CCTV could be set to return to Ceredigion, three years after the system was mothballed by the council in a cost-cutting move despite vehement opposition - but the county’s taxpayers will be forced to foot the bill.
The county’s 23 cameras, in Aberystwyth, Aberaeron, Cardigan, Lampeter, New Quay and Tregaron, were switched off and left unmonitored in April 2014 to save Ceredigion council £150,000 a year.
Calls for the system’s reinstatement have been repeatedly made amid fears over rising crime numbers and falling conviction rates, and now Dyfed-Powys Police and Crime Commissioner Dafydd Llywelyn has said he is raising the amount of money collected by police from the council tax to “move ahead” with his plans to “re-invest in CCTV”.
Mr Llywelyn has given no firm plans as to where in Dyfed-Powys the extra CCTV investment will come.

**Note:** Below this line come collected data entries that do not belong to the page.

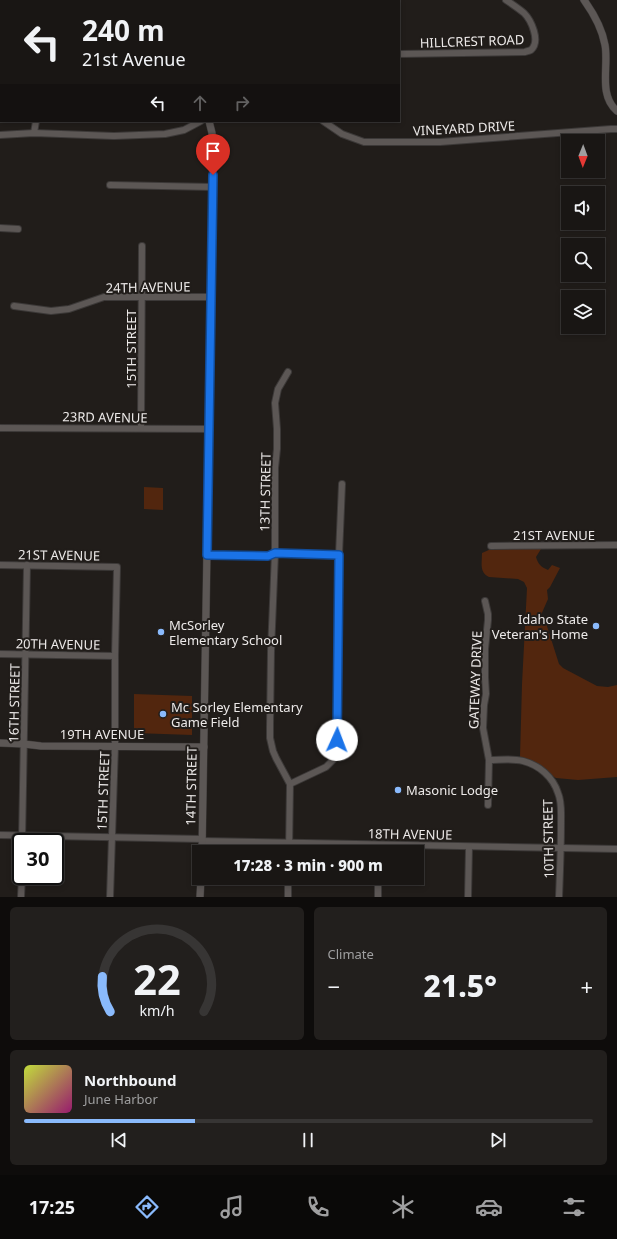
<!DOCTYPE html>
<html lang="en">
<head>
<meta charset="utf-8">
<style>
  :root { --surface:#191614; --page:#221f1d; --text:#f1f3f6; --muted:#9f9fa0; --line:#373534; --accent:#8abafc }
  body { margin:0; font-family:"Noto Sans",sans-serif; background:var(--page); color:var(--text); height:100vh; display:flex; flex-direction:column; font-size:15px; white-space:nowrap }
  * { box-sizing:border-box; margin:0 }
  p { font-size:13px; color:var(--muted) }
  .icon { flex:none; width:22px; height:22px; fill:none; stroke:currentColor; stroke-width:2; stroke-linecap:round; stroke-linejoin:round }
  .map { position:relative; height:897px; overflow:hidden }
  .drawer { display:flex; flex-direction:column; gap:10px; padding:10px; background:#0e0c0b; flex:1 }
  .drawer>* { flex:none }
  .banner { position:absolute; left:0px; top:0px; width:400px; height:122px; box-shadow:0 2px 6px #0003,0 0 0 1px var(--line); background:#191614; color:var(--text); overflow:hidden }
  .needle { width:26px; rotate:181deg }
  .buttons { position:absolute; left:561px; top:134px; display:grid; gap:8px }
  .buttons a { display:grid; place-items:center; width:44px; height:44px; border-radius:0px; background:var(--surface); box-shadow:0 2px 6px #0003,0 0 0 1px var(--line); font-size:20px }
  .speed { position:absolute; left:12px; top:833px; display:flex; gap:8px; font-size:20px; font-weight:700; text-align:center }
  .speed>* { display:grid; place-content:center; width:52px; height:52px; border-radius:50%; background:var(--surface); box-shadow:0 2px 6px #0003,0 0 0 1px var(--line); line-height:1 }
  .speed .limit { border:2px solid #111; border-radius:6px; background:#fff; color:#111 }
  .pin { position:absolute; display:grid; place-items:center; width:34px; height:34px; color:#fff; margin:-41px -17px; border-radius:50% 50% 50% 0; rotate:-45deg; box-shadow:0 0 4px #0007 }
  .pin .icon { rotate:45deg }
  .me { position:absolute; width:44px; margin:-22px; rotate:2deg; stroke-linejoin:round; filter:drop-shadow(0 0 3px #0008) }
  .turn { display:flex; align-items:center; gap:14px; height:84px; padding:0 16px; font-size:18px }
  .turn .icon { width:52px; height:52px; stroke-width:2.5 }
  .turn b { display:block; font-size:28px; line-height:34px }
  .lanes { display:flex; align-items:center; height:38px; padding:0 16px; background:#0003; justify-content:center; gap:20px; direction:ltr }
  .lanes .off { opacity:.35 }
  .big { font-size:30px; font-weight:800; line-height:1.1 }
  .drawer .card { flex:1; display:flex; flex-direction:column; justify-content:center; gap:6px; min-width:0; padding:0 14px; border-radius:6px; background:var(--page) }
  .drawer .dial { align-items:center; gap:0 }
  .dial svg { height:104px; overflow:visible; fill:none; stroke:var(--line); stroke-width:7; stroke-linecap:round; text-anchor:middle }
  .dial text { fill:var(--text); stroke:none }
  .song { display:flex; align-items:center; gap:12px }
  .cover { width:48px; height:48px; border-radius:6px; background:linear-gradient(135deg,hsl(70 70% 55%),hsl(320 70% 35%)) }
  .played { height:4px; border-radius:2px; background:linear-gradient(90deg,var(--accent) 30%,var(--line) 30%) }
  .keys { display:flex; justify-content:space-around; direction:ltr }
  .heat { display:flex; justify-content:space-between; align-items:center; font-size:22px; direction:ltr }
  .drawer .tiles { flex:1; display:grid; gap:10px; grid-template-columns:1fr 1fr }
  .card:last-child { grid-column:span 2 }
  .trip { position:absolute; left:192px; top:845px; width:232px; height:40px; border-radius:0px; background:var(--surface); box-shadow:0 2px 6px #0003,0 0 0 1px var(--line); font-weight:800; line-height:40px; text-align:center }
  .dock { display:flex; height:64px; justify-content:space-around; align-items:center; background:#0a0908; color:var(--muted) }
  .dock .icon { width:28px; height:28px }
  .dock .current { color:var(--accent) }
  .dock b { font-size:18px; color:var(--text) }
  .map>svg:first-child { display:block }
  .green { fill:#52260e }
  .lines { fill:none; stroke-linecap:round; stroke-linejoin:round }
  .minor-casing { stroke:#3c3938; stroke-width:8 }
  .tertiary-casing { stroke:#3c3938; stroke-width:8 }
  .minor { stroke:#5c5755; stroke-width:6 }
  .tertiary { stroke:#5c5755; stroke-width:7 }
  .route-casing { stroke:#114b97; stroke-width:10 }
  .route { stroke:#1a73e8; stroke-width:7 }
  .poi-dot { fill:#8abafc; stroke:#211d1a; stroke-width:1.5 }
  .labels { text-anchor:middle; stroke-width:4; stroke-linejoin:round; paint-order:stroke }
  .street-label { font-size:13px; fill:#ece9e8; stroke:#211d1a }
  .poi-label { font-size:13px; fill:#ece9e8; stroke:#211d1a; text-anchor:start }
</style>
</head>
<body>
<div class="map">
<svg width="617" height="897" viewBox="0 0 617 897">
  <rect width="100%" height="100%" fill="#211d1a"/>
  <g class="green">
    <path d="M144,487L163,488V510L144,509Z"/>
    <path d="M491,549H541L536,557C538,564 541,567 548,570L552,565L560,568L550,587L547,590L548,599L541,615V617L546,619V623L559,664L563,668L597,686L608,687L617,685V777L578,780L556,778L520,757L522,684L527,588L524,582L518,579L489,577C479,572 482,563 482,553Z"/>
    <path d="M134,694L192,696V735L134,733Z"/>
  </g>
  <g class="lines">
    <defs>
      <g id="minor">
        <path d="M399,54L525,52C527,51 529,51 531,50C541,41 531,20 524,13C518,8 512,4 506,0"/>
        <path d="M323,121L342,134L364,142H440L611,129H617"/>
        <path d="M34,133L36,121"/>
        <path d="M0,135L34,133L114,136L165,134L184,130L201,121"/>
        <path d="M110,185L213,187"/>
        <path d="M0,228L18,229"/>
        <path d="M14,306L51,311L69,309L104,297H212"/>
        <path d="M288,372L278,389L275,403L277,429V449L275,468V553L271,651L270,726V738L273,751L276,758L290,784L289,852"/>
        <path d="M0,428L210,429"/>
        <path d="M141,428L142,246"/>
        <path d="M491,546L617,545"/>
        <path d="M207,555L268,556L275,553L339,555"/>
        <path d="M0,565L117,567L115,656V746L110,897"/>
        <path d="M485,601L488,614V620L485,649V677L486,694L484,705L483,728L489,760L488,805"/>
        <path d="M0,654L115,656"/>
        <path d="M489,760C500,760 512,758 523,761C539,765 553,777 558,793C562,802 561,813 561,823C561,848 560,872 559,897"/>
        <path d="M290,784L326,767L333,760L336,752L338,703L339,555L342,484"/>
        <path d="M0,835L202,839"/>
        <path d="M202,841L617,849"/>
        <path d="M22,842L27,565"/>
        <path d="M21,897L22,876"/>
        <path d="M288,897V878"/>
        <path d="M378,897V878"/>
        <path d="M468,897L469,847"/>
      </g>
      <g id="tertiary">
        <path d="M187,0V1"/>
        <path d="M584,0C594,14 602,28 605,45C609,66 598,95 617,111"/>
        <path d="M0,743L24,744L41,746L204,747"/>
        <path d="M202,852L213,187L212,133L209,121"/>
        <path d="M200,897L201,878"/>
      </g>
    </defs>
    <use href="#minor" class="minor-casing"/>
    <use href="#tertiary" class="tertiary-casing"/>
    <use href="#minor" class="minor"/>
    <use href="#tertiary" class="tertiary"/>
  </g>
  <g class="lines">
    <defs>
      <path id="route" d="M213,175L207,555L268,556L275,553L339,555L337,740"/>
    </defs>
    <use href="#route" class="route-casing"/>
    <use href="#route" class="route"/>
  </g>
  <g class="poi-dot">
    <circle cx="596" cy="626" r="4"/>
    <circle cx="161" cy="632" r="4"/>
    <circle cx="163" cy="714" r="4"/>
    <circle cx="398" cy="790" r="4"/>
  </g>
  <g class="labels">
    <g class="street-label">
      <text transform="translate(472 41) rotate(-2)" y="5">HILLCREST ROAD</text>
      <text transform="translate(464 128) rotate(-3)" y="5">VINEYARD DRIVE</text>
      <text transform="translate(148 287) rotate(-1)" y="5">24TH AVENUE</text>
      <text transform="translate(131 349) rotate(-90)" y="5">15TH STREET</text>
      <text transform="translate(105 417) rotate(1)" y="5">23RD AVENUE</text>
      <text transform="translate(265 492) rotate(-89)" y="5">13TH STREET</text>
      <text x="554" y="540">21ST AVENUE</text>
      <text transform="translate(59 555) rotate(1)" y="5">21ST AVENUE</text>
      <text transform="translate(58 644) rotate(1)" y="5">20TH AVENUE</text>
      <text transform="translate(475 680) rotate(-88)" y="5">GATEWAY DRIVE</text>
      <text transform="translate(14 703) rotate(-89)" y="5">16TH STREET</text>
      <text x="102" y="739">19TH AVENUE</text>
      <text transform="translate(191 786) rotate(-89)" y="5">14TH STREET</text>
      <text transform="translate(103 791) rotate(-88)" y="5">15TH STREET</text>
      <text transform="translate(410 834) rotate(1)" y="5">18TH AVENUE</text>
      <text transform="translate(548 839) rotate(-91)" y="5">10TH STREET</text>
    </g>
    <g class="poi-label">
      <text x="588" y="624" text-anchor="end">Idaho State<tspan x="588" dy="15">Veteran's Home</tspan></text>
      <text x="169" y="630">McSorley<tspan x="169" dy="15">Elementary School</tspan></text>
      <text x="171" y="712">Mc Sorley Elementary<tspan x="171" dy="15">Game Field</tspan></text>
      <text x="406" y="795">Masonic Lodge</text>
    </g>
  </g>
</svg>
<div class="buttons">
<a><svg class="needle" viewBox="-14 -14 28 28"><path d="M0-13l5 13h-10z" fill="#e53935"/><path d="M0 13l5-13h-10z" fill="#9f9fa0"/></svg></a>
<a><svg class="icon" aria-label="sound" viewBox="0 0 24 24"><path d="M4 9h4l5-4v14l-5-4H4zM17 9q2 3 0 6"/></svg></a>
<a><svg class="icon" aria-label="search" viewBox="0 0 24 24"><circle cx="10" cy="10" r="6"/><path d="M15 15l6 6"/></svg></a>
<a><svg class="icon" aria-label="layers" viewBox="0 0 24 24"><path d="M12 4l9 5-9 5-9-5zM3 14l9 5 9-5"/></svg></a>
</div>
<div class="speed"><div class="limit">30</div></div>
<div class="pin" style="left:213px;top:175px;background:#d93025"><svg class="icon" aria-label="arrive" viewBox="0 0 24 24"><path d="M6 21V4h12l-3 4 3 4H6"/></svg></div>
<svg class="me" style="left:337px;top:740px" viewBox="-20 -20 40 40"><circle r="19" fill="#fff"/><path d="M0-13L10 11 0 6-10 11z" fill="#1a73e8"/></svg>
<div class="trip">17:28 · 3 min · 900 m</div>
<div class="banner">
<div class="turn"><svg class="icon" aria-label="left" viewBox="0 0 24 24"><path d="M17 20v-9H6M10 6l-5 5 5 5"/></svg><div><b>240 m</b>21st Avenue</div></div>
<div class="lanes"><svg class="icon" aria-label="left" viewBox="0 0 24 24"><path d="M17 20v-9H6M10 6l-5 5 5 5"/></svg><svg class="icon off" aria-label="ahead" viewBox="0 0 24 24"><path d="M12 20V5M6 11l6-6 6 6"/></svg><svg class="icon off" aria-label="right" viewBox="0 0 24 24"><path d="M7 20v-9h11M14 6l5 5-5 5"/></svg></div>
</div>
</div>
<section class="drawer">
<div class="tiles">
<div class="card dial"><svg viewBox="0 0 100 80">
<path d="M14 69A42 42 0 1 1 86 69"/>
<path d="M14 69A42 42 0 0 1 8 42" stroke="#8abafc"/>
<text x="50" y="56" font-size="32" font-weight="700">22</text>
<text x="50" y="72" font-size="11">km/h</text>
</svg></div>
<div class="card"><p>Climate</p>
<div class="heat"><a>−</a><b class="big">21.5°</b><a>+</a></div>
</div>
<div class="card">
<div class="song"><i class="cover"></i><div><b>Northbound</b><p>June Harbor</p></div></div>
<div class="played"></div>
<div class="keys"><svg class="icon" aria-label="previous" viewBox="0 0 24 24"><path d="M18 5L8 12l10 7zM5 5v14"/></svg><svg class="icon" aria-label="pause" viewBox="0 0 24 24"><path d="M8 5v14M16 5v14"/></svg><svg class="icon" aria-label="next" viewBox="0 0 24 24"><path d="M6 5l10 7-10 7zM19 5v14"/></svg></div>
</div>
</div>
</section>
<nav class="dock">
<b>17:25</b>
<svg class="icon current" aria-label="directions" viewBox="0 0 24 24"><path d="M12 3l9 9-9 9-9-9zM9 14v-3h6M13 9l2 2-2 2"/></svg>
<svg class="icon" aria-label="music" viewBox="0 0 24 24"><path d="M9 18V5l10-2v13"/><circle cx="6" cy="18" r="3"/><circle cx="16" cy="16" r="3"/></svg>
<svg class="icon" aria-label="phone" viewBox="0 0 24 24"><path d="M5 4h4l2 5-3 2q2 4 5 5l2-3 5 2v4C11 20 4 13 5 4z"/></svg>
<svg class="icon" aria-label="climate" viewBox="0 0 24 24"><path d="M12 3v18M4 7l16 10M4 17L20 7"/></svg>
<svg class="icon" aria-label="car" viewBox="0 0 24 24"><path d="M5 17H2v-5l4-1 3-4h7l3 4 3 1v5h-3M9 17h6M6 11h13"/><circle cx="7" cy="17" r="2"/><circle cx="17" cy="17" r="2"/></svg>
<svg class="icon" aria-label="filters" viewBox="0 0 24 24"><path d="M4 7h16M4 17h16"/><circle cx="9" cy="7" r="2"/><circle cx="15" cy="17" r="2"/></svg>
</nav>
</body>
</html>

Mr Llywelyn’s predecessor, Christopher Salmon, refused to fund the lost systems when he was in power, and said that public CCTV should “remain the responsibility of local authorities, town and community councils”, despite the county council’s withdrawal of funding and town councils refusing to pick up the slack.
Investing in a “modern CCTV infrastructure to improve the safety of our towns and communities” was a key campaign pledge for Mr Llywelyn, who was elected in May last year.
Aberystwyth councillor Ceredig Davies said: “CCTV, or the lack of it, has been a big issue ever since Ceredigion County Council withdrew the service.